Anyone thinking about taking out a private pension should really give more thought as to where they can afford to put their savings , certainly not where the theiving government can get their theiving hands on it.


14/01/2013 18:31
it is absolutely normal for MPs to ensure they are well taken care of. It is absolutely normal for pensioners to be undervalued and ignored. What's new with this new pension? It manages to infer that the old system wasn't good enough and in fact may have been unfair at the same time as telling everyone who is currently a pensioner and those who will become pensioners before 2017 that they will be blessed with the unfair system for the rest of their lives. I too paid 44 years contributions to my paltry £107 a week pension. I don't expect fairness from HMGov, I expect to continue to be screwed whilst they take care of them.
14/01/2013 18:32
never before in the history of this nation have so many been conned by so few.No wonder no jobs for the young.put the age up to 80,then govt will save more than the national debt the robbers.Gt Grandad ,Grandad,Dad,my sister plus a few aunts and uncles paid in for more than 25yrs or 30.never saw even 65 any of them .If you live long enough however for how many yrs,5 ,10 if you are very lucky.Thousands die each day that passes,still HM govt rubbing hands with glee,now got cash for bonuses for big bosses ,bankers ,pals etc.
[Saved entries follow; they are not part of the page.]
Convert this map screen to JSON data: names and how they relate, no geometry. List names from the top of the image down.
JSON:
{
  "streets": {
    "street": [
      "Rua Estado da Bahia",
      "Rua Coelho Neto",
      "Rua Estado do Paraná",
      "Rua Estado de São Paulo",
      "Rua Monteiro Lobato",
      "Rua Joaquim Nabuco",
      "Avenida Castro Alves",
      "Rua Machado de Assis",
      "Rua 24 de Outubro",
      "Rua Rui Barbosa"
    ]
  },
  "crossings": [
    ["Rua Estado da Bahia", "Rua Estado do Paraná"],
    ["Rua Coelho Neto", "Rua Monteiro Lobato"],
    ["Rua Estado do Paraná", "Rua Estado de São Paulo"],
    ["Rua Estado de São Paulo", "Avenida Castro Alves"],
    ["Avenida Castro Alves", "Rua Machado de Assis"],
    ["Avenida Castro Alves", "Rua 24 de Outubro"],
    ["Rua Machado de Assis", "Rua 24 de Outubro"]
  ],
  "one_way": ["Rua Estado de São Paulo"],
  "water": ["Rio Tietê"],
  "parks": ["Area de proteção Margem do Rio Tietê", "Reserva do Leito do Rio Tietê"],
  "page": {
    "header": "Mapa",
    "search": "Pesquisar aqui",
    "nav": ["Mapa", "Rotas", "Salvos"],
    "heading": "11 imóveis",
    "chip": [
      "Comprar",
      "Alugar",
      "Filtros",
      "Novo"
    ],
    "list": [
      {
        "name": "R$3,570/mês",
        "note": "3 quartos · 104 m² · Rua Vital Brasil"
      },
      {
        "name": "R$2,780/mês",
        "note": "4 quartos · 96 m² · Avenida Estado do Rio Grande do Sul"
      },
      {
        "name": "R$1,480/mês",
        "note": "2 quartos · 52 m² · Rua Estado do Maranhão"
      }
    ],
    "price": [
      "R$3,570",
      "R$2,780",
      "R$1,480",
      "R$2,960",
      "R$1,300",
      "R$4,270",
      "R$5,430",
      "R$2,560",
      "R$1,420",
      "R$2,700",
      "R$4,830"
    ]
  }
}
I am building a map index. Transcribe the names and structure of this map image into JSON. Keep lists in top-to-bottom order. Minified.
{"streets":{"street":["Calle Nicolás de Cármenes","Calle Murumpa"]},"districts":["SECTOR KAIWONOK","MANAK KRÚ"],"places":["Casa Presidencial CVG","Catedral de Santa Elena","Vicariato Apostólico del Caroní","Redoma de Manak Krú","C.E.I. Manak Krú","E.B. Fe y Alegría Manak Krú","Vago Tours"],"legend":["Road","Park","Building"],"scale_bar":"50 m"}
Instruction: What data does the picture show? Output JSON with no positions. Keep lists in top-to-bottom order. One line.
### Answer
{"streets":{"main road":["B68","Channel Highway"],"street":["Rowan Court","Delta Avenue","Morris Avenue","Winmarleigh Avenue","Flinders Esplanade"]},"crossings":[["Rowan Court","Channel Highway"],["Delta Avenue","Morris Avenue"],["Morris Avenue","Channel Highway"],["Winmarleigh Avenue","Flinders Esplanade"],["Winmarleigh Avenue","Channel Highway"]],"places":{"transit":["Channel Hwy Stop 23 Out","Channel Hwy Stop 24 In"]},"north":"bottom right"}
i hate this damn goverment everything they do is unfair down to the child allowances. we are pensioners . and the losers . they have to be voted out soon as pos.another friend has lost their job today, putting major presure on him and his family. rotten to the core this lot are !!!!!
14/01/2013 17:23
And by 2017 just what will £144.00 buy you??
14/01/2013 18:34
14/01/2013 18:41
Having brought up a family of three skimp and scraped to save to get a decent private pension + my state pension of course, I now find that with the two pensions combined I have to pay almost all my state pension back to the government in tax. Yes you might say that i`m very fortunate to have such a good private pension, this is not a company pension and I had to work exceptionally hard to 
achieve this end. The government want to encourage people to save for their old age so that they can steal part of their pension. On my next time around they can kiss my ****, I won`t be saving for old age.
14/01/2013 18:03
as soneone who worked most of my life and paid serps ot enhans my pension where is my increase 
14/01/2013 18:18
everybody is a loser only govt a winner
14/01/2013 18:14
msn, why are you messing about with both the site and trending situations? one can only assume you are in the pocket of Cameron & his clowns. Why? because anything said against this Government you remove. Time I think to go to another site who are impartial. It is becoming very obvious that Cameron has you in his pocket as well as Brooks etc., Would love one of your editors to come out into the open and contradict me.
14/01/2013 18:25
What will £144 a week buy in 2017???? with inflation it will be worth less than the present £107, let mp"s try liveing on it, Its a con trick, work longer pay more for less, come on this aint right, do the maths camaron, youre kidding no one.
14/01/2013 18:52
Im due to retire in october 2016 .Just 2 months before this new rate starts.I suppose that I will be getting just the £107.45.Will Istill be able to get Pension Credit if I nead it then? .This new rate was to do away with this.Big worry.
14/01/2013 19:59
Here we go again!!  You work hard all your adult life.  45+ years paying taxes and national insurance contributions.  Never claimed a penny in benefits etc and what thanks do we get from this miserable bunch of w--k--s!  "Hey, let's shaft the pensioners - AGAIN!!"  Never mind we will just have to go on supporting all the immigrants and work shy who have contributed the square root of bugger all to the economy.  Cheers!! I You most definitely will not be getting my vote at the next election, nor, I suspect from many other pensioners.